The first major update released on December 8, 2015, includes addition of "variable breakneck speed" which allows players to change the rate of scrolling notes on screen, and an auto bass-kick option that will remove the need for drum players to hit the bass pedal and focus only on the drum pad notes. "Brutal mode" is a challenge mode where, as the player continues doing well on a song, the notes on the scrolling highway will disappear some time after they appear on it, but will still need to be played on time; the speed at which they disappear is based on how well the player is playing, and by clearing the song with what would normally be gold stars, the player earns "Crimson Stars" instead. A new "Score Challenge" gameplay mode will allow players to track what their friends are playing and then asynchronously challenge their scores on the same song, including light-hearted taunts should they win.

A February 2016 update (originally slated for January but pushed back) implemented a number of features to prevent high score cheating via game exploits, as well as changing the nature of non-Tour mode shows to allow their scores to be included in leaderboards. To effect this change, Harmonix had to wipe existing leaderboards, but in the future if similar exploits are found, they will be able to adjust leaderboards for specific songs and instruments.

Playlists were added as part of the game's April 2016 update, and a practice mode and enhanced sort sorting were added with the June 2016 update. The late 2016 updates will also coincide with the release of updated controllers from Performance Designed Products, as announced in March 2016. Harmonix released a patch to include online play on January 25, 2017, an oft-requested feature since Rock Band 4s launch; this will require players to have purchased the Rivals expansion (described below).

Updates have included additional clothing and instruments for the in-game characters, including Vault suits as part of a promotional tie-in in Bethesda's Fallout 4, the goggle headgear worn by the protagonist Raz from Double Fine Productions' Psychonauts, outfits for characters from Gearbox Software's Battleborn, and instruments and outfits inspired by Mass Effect: Andromeda. A March 2017 update included a special cel-shaded Sterling Archer avatar from the animated show Archer, developed in conjunction with Floyd County Productions and FXX.

An update to the game was released alongside Rivals; it brought back advanced song filtering options (including the ability to sort songs by their source game) and a song rating system, both present in Rock Band 3, and introduced a refreshed, dark blue interface theme. These changes are available to all players, regardless of whether they have purchased the expansion or not.

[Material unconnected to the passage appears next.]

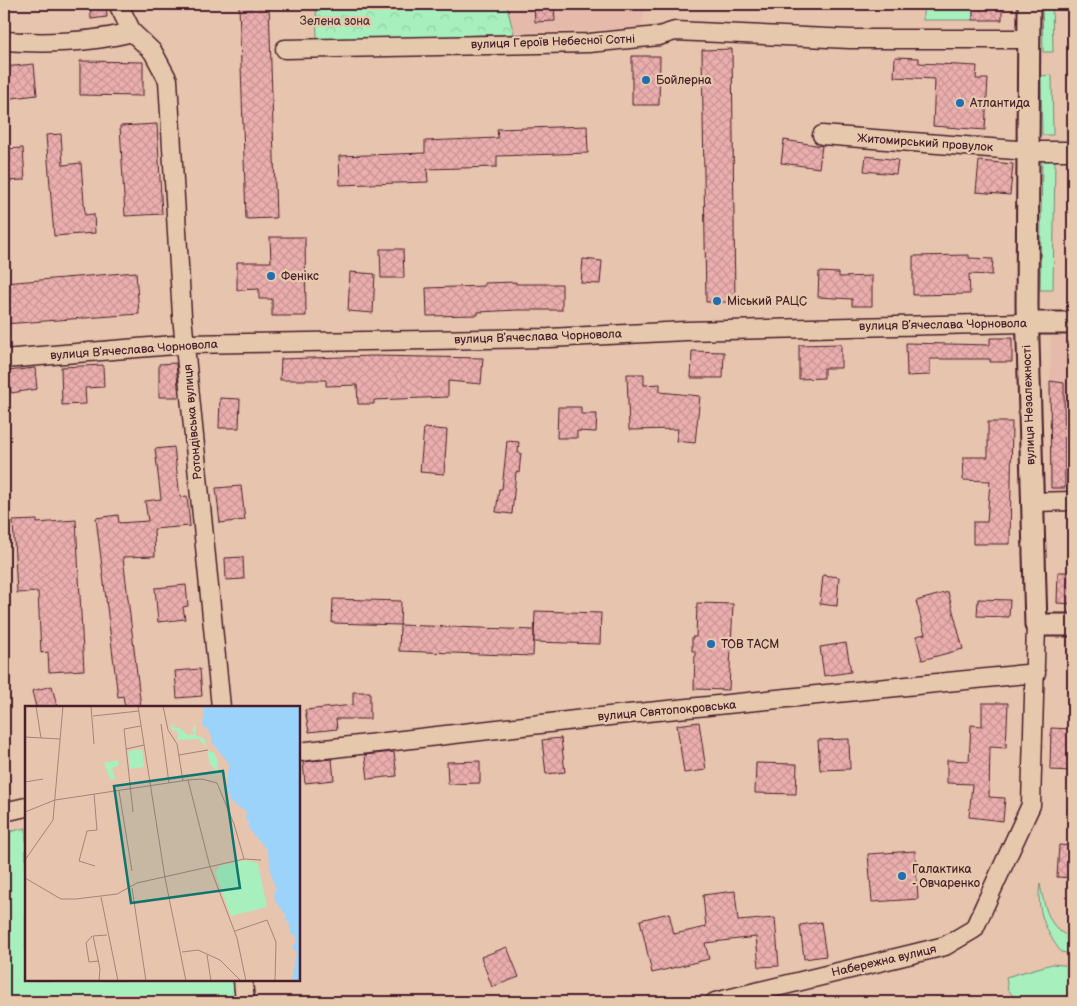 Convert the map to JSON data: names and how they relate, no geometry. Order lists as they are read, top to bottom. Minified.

Sussman has asserted that they do not plan to bring back keyboard support that had been in Rock Band 3, seeing it diverge from their current target for Rock Band 4.

===Expansions===
In addition to free updates to the game, Harmonix has planned to release purchasable expansions to Rock Band 4, adopting a model similar to such paid expansions on Destiny and World of Warcraft.

The first and only paid expansion, Rock Band Rivals, was released on October 18, 2016. The expansion includes two new game modes. The Rivals mode allows up to ten players to form Crews which their collective scoring across songs in an asynchronous manner will be used in challenges against other Crews. This mode includes online scoreboards, weekly challenges, and new rewards in the form of avatar clothing and instruments. Crews compete to be ranked across six tiers based on total score for three spotlight songs and experience gained from other songs in the weekly challenge; only Crews with the highest average rankings based on set percentages of total Crews can be promoted to higher tiers, while Crews with low average rankings could be demoted. Rivals mode was designed to address the issue that trying to coordinate all members of a band to play at the same time could be difficult. The second mode is a story-driven Rockudrama, which use live-action footage as part of the narrative, inspired by documentaries such as Behind the Music. These segments bookends various sets, and includes selected comments that reflect on the performance, good or bad, that a given player might have during that. Players gain Fame by earning stars in these sets, which are needed to progress further in the Rockudrama, and by achieving a specific amount of fame over several sets, the player can unlock new venues that will appear in other gameplay areas of Rock Band 4. Rock Band Rivals itself did not include additional songs at launch, although those who pre-ordered the expansion received up to twelve new songs for free; these songs were later released for sale to other users. The December 2016 update to Rivals provided twelve free songs to all owners from local Boston bands that were part of the interviews for the Rockumentary game mode. The January 2017 update added the Online Quickplay mode and one additional free song to Rivals.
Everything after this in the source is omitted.